Great Falls College-MSU will host a solar eclipse viewing on that day, and is inviting people to attend.

NASA says that the only safe way to look at the uneclipsed or partially eclipsed sun is through special-purpose solar filters, such as eclipse glasses or handheld solar viewers. Homemade filters or ordinary sunglasses, even very dark ones, are not safe for looking at the sun. 

GFC-MSU will have approximately 500 eclipse-safe viewing glasses available to students, faculty, staff and the community on a first-come, first-served basis during the viewing.

The college will also show NASA’s livestream of the eclipse in the Weaver Library.

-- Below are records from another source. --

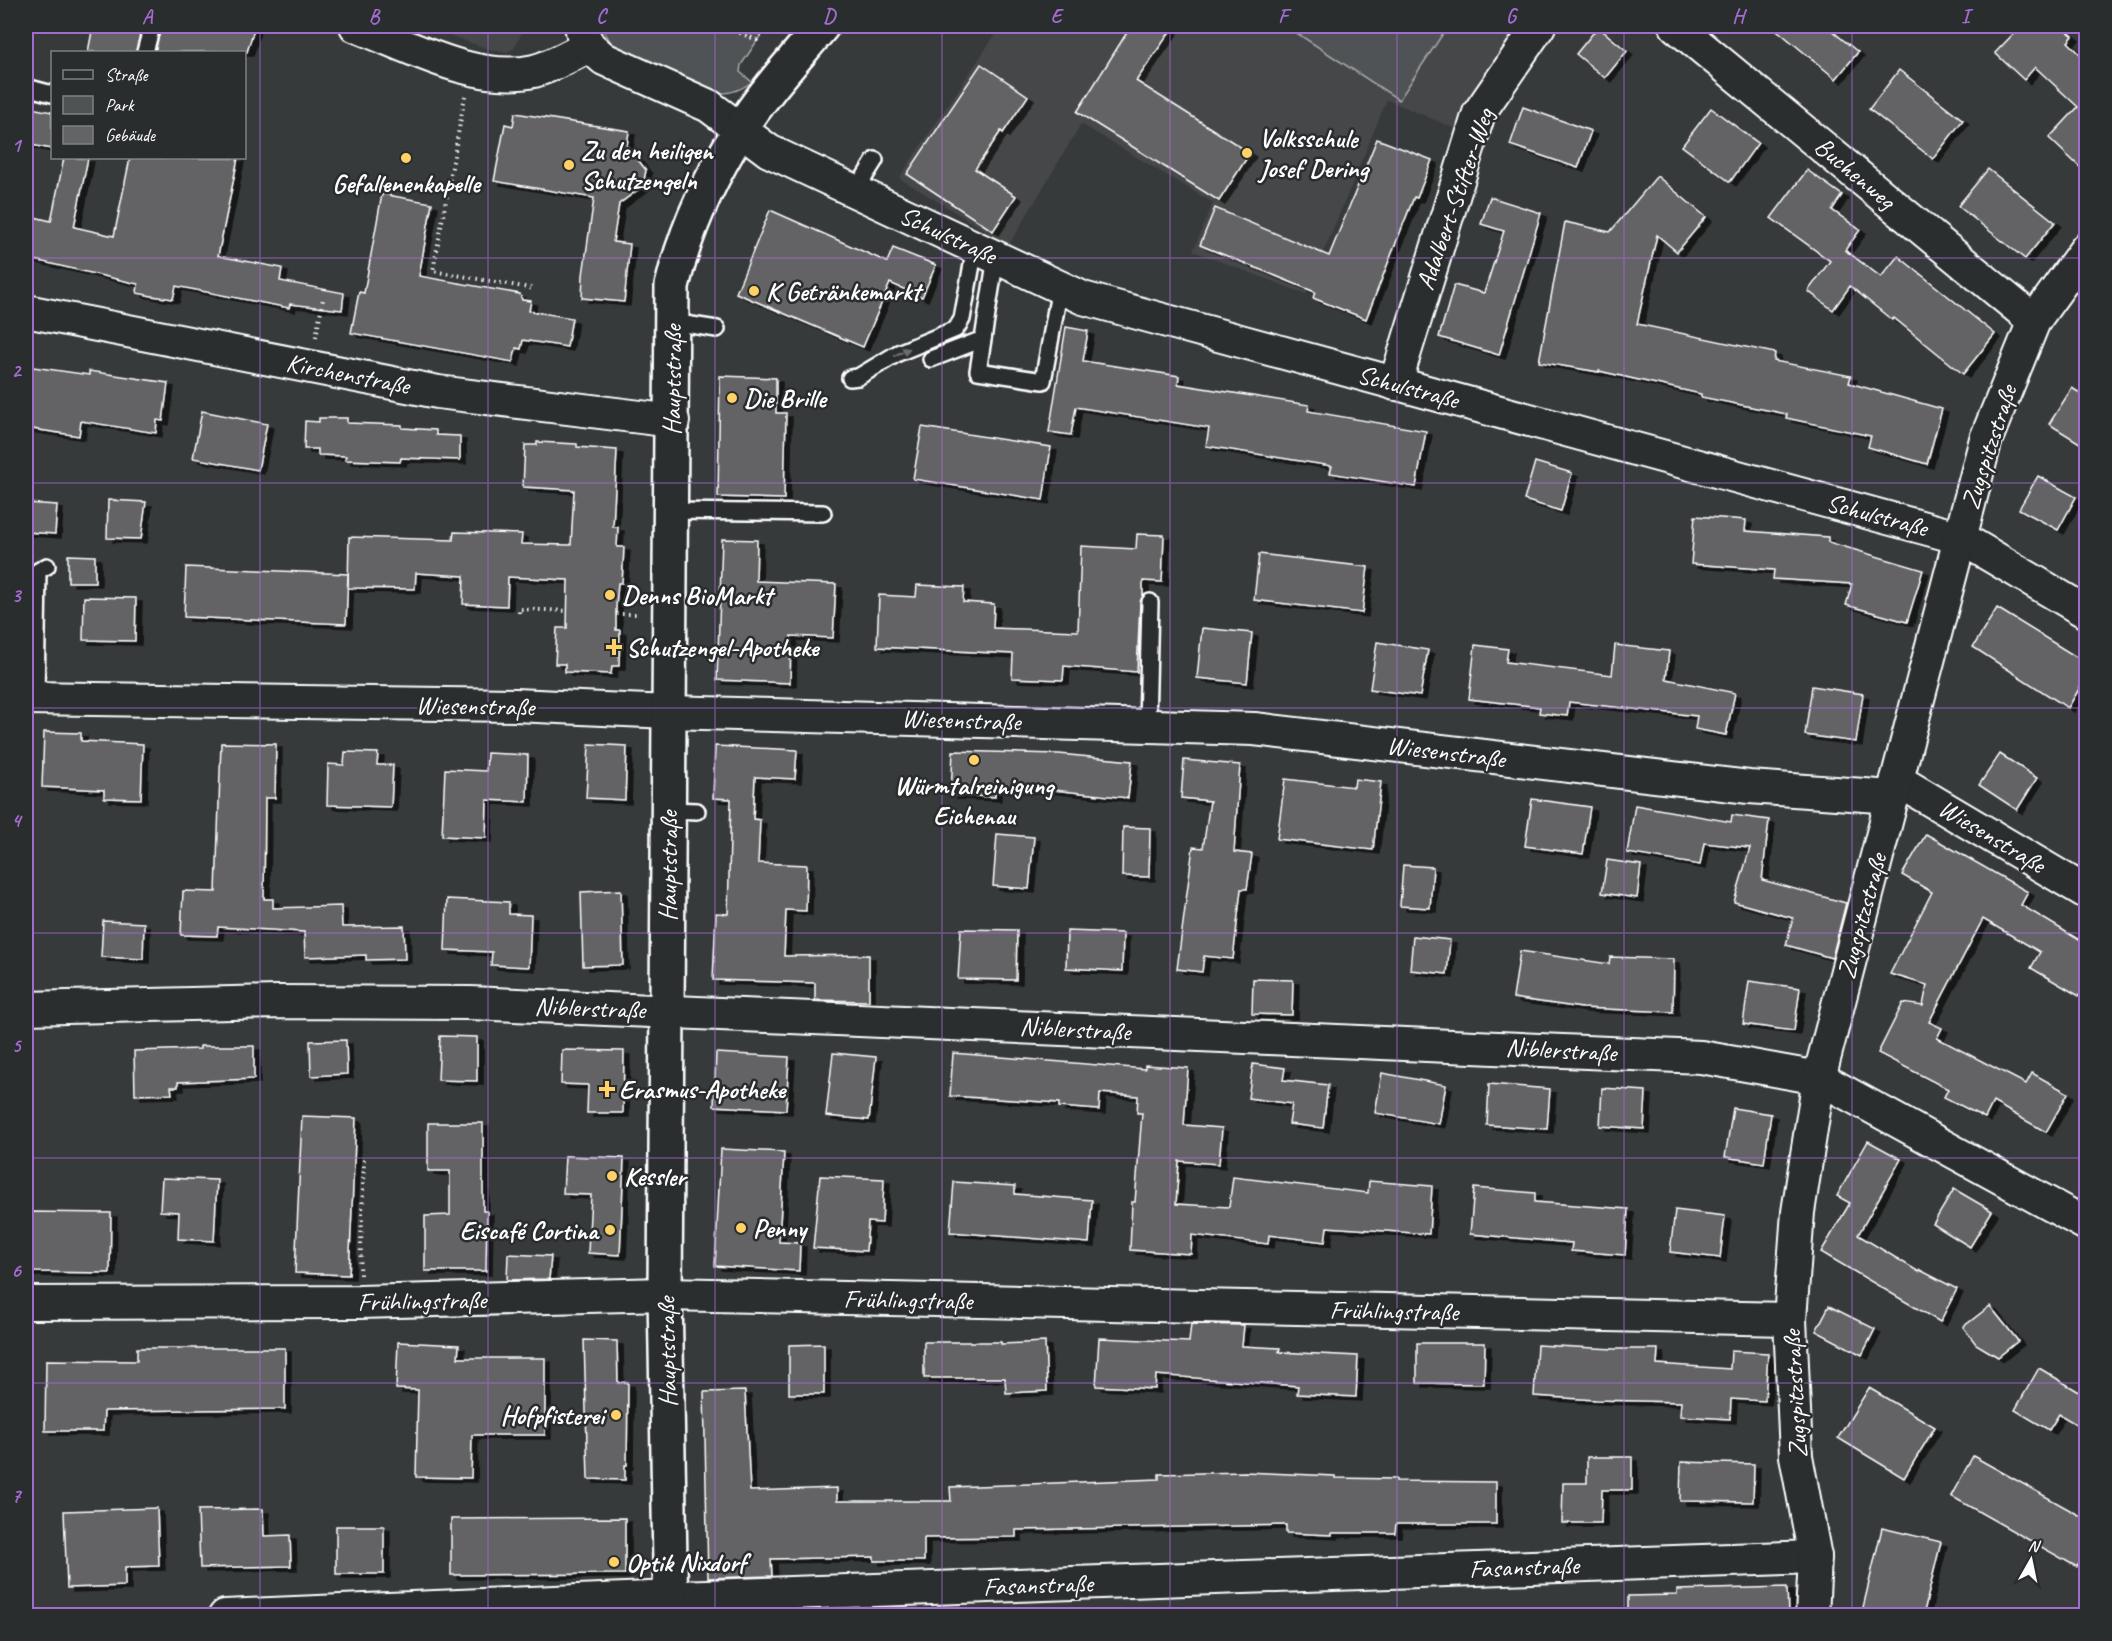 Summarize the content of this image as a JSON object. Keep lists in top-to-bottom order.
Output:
{
  "streets": {
    "main road": ["Hauptstraße"],
    "street": [
      "Buchenweg",
      "Adalbert-Stifter-Weg",
      "Schulstraße",
      "Kirchenstraße",
      "Zugspitzstraße",
      "Wiesenstraße",
      "Niblerstraße",
      "Frühlingstraße",
      "Fasanstraße"
    ]
  },
  "crossings": [
    ["Buchenweg", "Zugspitzstraße"],
    ["Adalbert-Stifter-Weg", "Schulstraße"],
    ["Schulstraße", "Hauptstraße"],
    ["Schulstraße", "Zugspitzstraße"],
    ["Kirchenstraße", "Hauptstraße"],
    ["Hauptstraße", "Wiesenstraße"],
    ["Hauptstraße", "Niblerstraße"],
    ["Hauptstraße", "Frühlingstraße"],
    ["Hauptstraße", "Fasanstraße"],
    ["Zugspitzstraße", "Wiesenstraße"],
    ["Zugspitzstraße", "Niblerstraße"],
    ["Zugspitzstraße", "Frühlingstraße"],
    ["Zugspitzstraße", "Fasanstraße"]
  ],
  "places": {
    "other": [
      "Volksschule Josef Dering",
      "Gefallenenkapelle",
      "Zu den heiligen Schutzengeln",
      "K Getränkemarkt",
      "Die Brille",
      "Denns BioMarkt",
      "Würmtalreinigung Eichenau",
      "Kessler",
      "Penny",
      "Eiscafé Cortina",
      "Hofpfisterei",
      "Optik Nixdorf"
    ],
    "health": ["Schutzengel-Apotheke", "Erasmus-Apotheke"]
  },
  "legend": ["Straße", "Park", "Gebäude"],
  "north": "top",
  "grid": {
    "columns": [
      "A",
      "B",
      "C",
      "D",
      "E",
      "F",
      "G",
      "H",
      "I"
    ],
    "rows": [
      "1",
      "2",
      "3",
      "4",
      "5",
      "6",
      "7"
    ]
  }
} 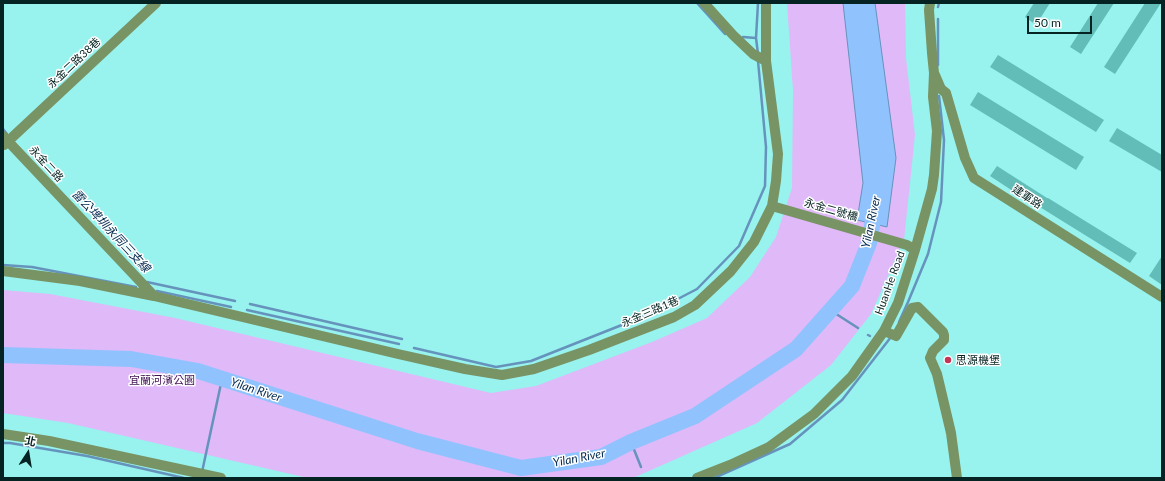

“It’s not every day you get the chance to see a solar eclipse,” said Laura Wight, director of eLearning and library services. “We hope the community will join us to experience this incredibly rare event.”

The solar eclipse viewing event at the college will start at 10 a.m. on August 21st on the northeast edge of campus.

This event is free and open to the public. For more information, contact Erin Granger at GFC-MSU at 406.771.4314.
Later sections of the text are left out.